ポケット戦艦
ぽけっとせんかん
ポケット戦艦とは、第二次世界大戦時のドイツ海軍が保有した「ドイッチュラント級装甲艦」に、イギリスの新聞がつけた仇名である。
基準排水量10,000トン(公表値であり、実際には11,700トン)と他国の巡洋艦並みの小型の船体に28センチ砲という破格の巨砲を6門も積んでいたことによる。この場合のポケットは、英語で懐中時計のことを"pocket watch"というのと同様であり、ポケットに収まるような小さい戦艦の意味である。
ただし、弩級戦艦の始祖ドレッドノートでさえ排水量(常備)18,000トンで30センチ砲を10門、当時のビッグ7となると、基準排水量35,000トンで40センチ砲を8~9門積んでおり、ドイッチュラント級とは同列には語れない存在であった。
ドイツがこのような軍艦を建造したのは、第一次世界大戦敗戦の結果結ばされたヴェルサイユ条約の影響が大きい。
排水量1万トン・主砲28センチというのは、ドイツが保有を許されていた、時代遅れもいいところの、前弩級戦艦を更新するにあたって許された最大限の性能なのである。この枠では北欧諸国が保有していた海防戦艦という、主砲の火力のみは大きいものの、鈍足の、動く沿岸砲台のような防御専門のものしか作れないはずであった。
だが、第一次世界大戦後、五大海軍国が結んだワシントン海軍軍縮条約により、大型軍艦は排水量2万トン台以上で30センチ以上の砲を備えた戦艦と、排水量1万トン前後で20センチ砲を装備した重巡洋艦に分けられ、その間には大きなギャップができていた。ドイツ海軍はこの新艦に26ノットの高速力を与えることで、「(より強力な)戦艦よりも速く、重巡洋艦よりも強い」軍艦を作ることに成功した。これがポケット戦艦である。ただし重武装高速力の影で防御力は犠牲になっていたが、そこはドイツの優れた技術(ディーゼル機関や溶接工法、そして堅艦を生み出す伝統)によりカバーしたと宣伝され、仮想敵国に大きな脅威を感じさせることに成功した。
成功し過ぎて、フランスはダンケルク級というポケット戦艦よりもずっと速くて強い軍艦を建造してしまい、シャルンホルスト級巡洋戦艦の設計がやり直される事になる。
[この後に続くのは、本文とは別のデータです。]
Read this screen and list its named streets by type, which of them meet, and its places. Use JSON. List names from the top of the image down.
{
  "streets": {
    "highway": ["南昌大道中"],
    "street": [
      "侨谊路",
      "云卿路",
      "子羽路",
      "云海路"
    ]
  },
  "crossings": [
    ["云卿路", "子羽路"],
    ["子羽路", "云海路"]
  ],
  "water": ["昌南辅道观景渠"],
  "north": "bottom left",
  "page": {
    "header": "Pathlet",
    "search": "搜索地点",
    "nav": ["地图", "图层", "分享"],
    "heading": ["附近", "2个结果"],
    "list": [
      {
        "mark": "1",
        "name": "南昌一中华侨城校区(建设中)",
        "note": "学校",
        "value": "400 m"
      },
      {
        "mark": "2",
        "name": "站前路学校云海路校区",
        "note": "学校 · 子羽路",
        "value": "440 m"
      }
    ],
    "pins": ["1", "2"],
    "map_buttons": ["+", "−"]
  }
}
なおこの艦の建造を巡って政争が起こり、社会民主党は「装甲艦のかわりに給食を」のスローガンで与党になったが軍の圧力で撤回するという事があった(もっともドイツ海軍自体は「政治によって造られた艦」で「弩級戦艦に砲力で、巡洋艦に速力で劣る艦」とドイッチュラント級の性能にかなり不満であり、見学に来た日本海軍の武官に対して将校の一人がこれで通商破壊作戦を行う時はそれこそドイツの破滅だと漏らしている)
機関には当時のスタンダードである蒸気タービンと重油専焼缶の組み合わせの代わりに、燃費の良い高出力ディーゼルを採用している。
蒸気機関よりも機関の占有スペースを圧縮でき、同じだけの航続距離をもたせるのなら燃料タンクも小型化できるのが最たる理由だった。 これによりドイッチュラント級は省スペース化と軽量化と燃費向上を同時に達成することができた。
ただ部品製造に高精度と耐久性が要求されるため、製造コストは高騰し、整備にも手間がかかった。また当時のディーゼル機関は現代よりも高品質な重油しか使えず、さらにその粘りが強すぎて燃料系統に専用の燃料加熱装置を必要としたが、この機構の配管の一部はなぜか非装甲区画を通っており(恐らく設計ミス)、三番艦|アドミラル・グラーフ・シュペー損失の原因となった。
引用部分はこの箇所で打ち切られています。